PROBLEM REQUIREMENTS
Each line from the start of the entries through the line that contains "position:relative; width:2176px; height:694px;" should be output exactly, please.

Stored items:
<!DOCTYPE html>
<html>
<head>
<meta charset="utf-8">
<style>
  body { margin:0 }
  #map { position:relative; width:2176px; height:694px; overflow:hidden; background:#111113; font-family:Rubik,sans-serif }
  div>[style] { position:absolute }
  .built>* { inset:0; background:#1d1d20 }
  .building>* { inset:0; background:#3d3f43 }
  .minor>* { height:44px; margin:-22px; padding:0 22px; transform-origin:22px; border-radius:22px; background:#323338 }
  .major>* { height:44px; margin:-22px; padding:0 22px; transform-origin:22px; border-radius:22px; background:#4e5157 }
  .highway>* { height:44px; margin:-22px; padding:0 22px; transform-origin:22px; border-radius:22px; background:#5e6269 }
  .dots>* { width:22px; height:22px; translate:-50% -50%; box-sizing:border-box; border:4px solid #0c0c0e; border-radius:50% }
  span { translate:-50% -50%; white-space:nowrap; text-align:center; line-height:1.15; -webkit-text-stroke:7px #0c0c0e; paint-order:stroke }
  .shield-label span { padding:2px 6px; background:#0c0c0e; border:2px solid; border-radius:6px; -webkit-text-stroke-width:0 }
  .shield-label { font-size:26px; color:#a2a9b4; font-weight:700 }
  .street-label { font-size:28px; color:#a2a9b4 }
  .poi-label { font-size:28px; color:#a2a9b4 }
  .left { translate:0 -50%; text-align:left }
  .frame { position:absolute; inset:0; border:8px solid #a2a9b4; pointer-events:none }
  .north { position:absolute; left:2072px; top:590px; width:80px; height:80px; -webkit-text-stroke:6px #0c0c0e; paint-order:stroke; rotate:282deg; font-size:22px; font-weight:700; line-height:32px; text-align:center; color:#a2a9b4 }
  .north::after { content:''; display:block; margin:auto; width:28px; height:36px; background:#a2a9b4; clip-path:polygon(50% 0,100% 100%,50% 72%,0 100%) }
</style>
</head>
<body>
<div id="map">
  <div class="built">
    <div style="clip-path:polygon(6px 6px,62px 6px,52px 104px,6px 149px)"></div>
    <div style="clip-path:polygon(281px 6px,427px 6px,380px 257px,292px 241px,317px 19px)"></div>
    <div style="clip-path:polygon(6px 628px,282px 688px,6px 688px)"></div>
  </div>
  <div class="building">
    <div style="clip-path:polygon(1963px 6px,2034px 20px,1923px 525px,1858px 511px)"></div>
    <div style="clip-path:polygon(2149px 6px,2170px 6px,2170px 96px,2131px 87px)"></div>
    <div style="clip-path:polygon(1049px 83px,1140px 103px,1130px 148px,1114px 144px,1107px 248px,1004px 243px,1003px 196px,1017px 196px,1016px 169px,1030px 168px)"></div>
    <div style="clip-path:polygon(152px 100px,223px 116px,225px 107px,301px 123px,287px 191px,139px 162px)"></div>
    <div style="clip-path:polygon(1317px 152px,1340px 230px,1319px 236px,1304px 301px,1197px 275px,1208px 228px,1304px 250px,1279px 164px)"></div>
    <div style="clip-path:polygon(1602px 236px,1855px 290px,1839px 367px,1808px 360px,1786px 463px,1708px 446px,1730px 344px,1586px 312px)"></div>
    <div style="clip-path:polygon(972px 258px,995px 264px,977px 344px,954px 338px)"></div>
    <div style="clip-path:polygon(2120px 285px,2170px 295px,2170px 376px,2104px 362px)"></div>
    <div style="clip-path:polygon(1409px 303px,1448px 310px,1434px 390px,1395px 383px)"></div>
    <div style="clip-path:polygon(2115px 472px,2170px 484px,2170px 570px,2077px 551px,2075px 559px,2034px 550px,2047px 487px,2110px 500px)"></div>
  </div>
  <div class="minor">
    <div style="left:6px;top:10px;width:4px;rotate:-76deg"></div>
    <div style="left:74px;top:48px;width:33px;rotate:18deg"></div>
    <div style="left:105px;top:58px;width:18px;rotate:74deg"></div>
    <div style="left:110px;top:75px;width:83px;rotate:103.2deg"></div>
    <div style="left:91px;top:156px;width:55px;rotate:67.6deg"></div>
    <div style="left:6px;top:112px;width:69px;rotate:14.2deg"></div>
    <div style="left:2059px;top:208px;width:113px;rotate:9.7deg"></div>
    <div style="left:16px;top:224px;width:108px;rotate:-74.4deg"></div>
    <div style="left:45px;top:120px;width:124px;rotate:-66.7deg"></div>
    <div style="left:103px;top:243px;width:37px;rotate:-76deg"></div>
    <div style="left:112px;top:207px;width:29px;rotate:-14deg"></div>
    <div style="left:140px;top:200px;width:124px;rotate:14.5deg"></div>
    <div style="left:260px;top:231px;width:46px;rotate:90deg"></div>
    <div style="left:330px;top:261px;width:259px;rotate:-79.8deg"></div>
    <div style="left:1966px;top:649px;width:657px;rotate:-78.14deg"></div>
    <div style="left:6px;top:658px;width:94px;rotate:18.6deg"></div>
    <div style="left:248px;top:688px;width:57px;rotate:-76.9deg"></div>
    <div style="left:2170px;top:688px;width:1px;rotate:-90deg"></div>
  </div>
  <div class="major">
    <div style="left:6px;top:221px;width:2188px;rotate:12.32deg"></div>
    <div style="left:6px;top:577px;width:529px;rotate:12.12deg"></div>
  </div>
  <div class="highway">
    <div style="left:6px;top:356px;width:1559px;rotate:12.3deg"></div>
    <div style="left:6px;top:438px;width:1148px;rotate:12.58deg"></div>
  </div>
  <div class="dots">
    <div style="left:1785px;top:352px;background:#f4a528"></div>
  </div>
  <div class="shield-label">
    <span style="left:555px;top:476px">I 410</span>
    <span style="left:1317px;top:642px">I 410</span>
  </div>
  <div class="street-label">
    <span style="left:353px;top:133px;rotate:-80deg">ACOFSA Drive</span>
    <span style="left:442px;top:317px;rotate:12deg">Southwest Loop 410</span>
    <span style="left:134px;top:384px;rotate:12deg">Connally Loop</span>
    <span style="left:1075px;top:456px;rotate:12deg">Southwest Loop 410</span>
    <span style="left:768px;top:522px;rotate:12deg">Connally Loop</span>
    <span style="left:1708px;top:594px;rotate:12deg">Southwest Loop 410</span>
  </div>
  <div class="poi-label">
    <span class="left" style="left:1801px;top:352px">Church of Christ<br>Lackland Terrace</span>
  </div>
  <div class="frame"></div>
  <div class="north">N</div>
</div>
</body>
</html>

THE COMPLETED TASK
<!DOCTYPE html>
<html>
<head>
<meta charset="utf-8">
<style>
  body { margin:0 }
  #map { position:relative; width:2176px; height:694px; overflow:hidden; background:#111113; font-family:Rubik,sans-serif }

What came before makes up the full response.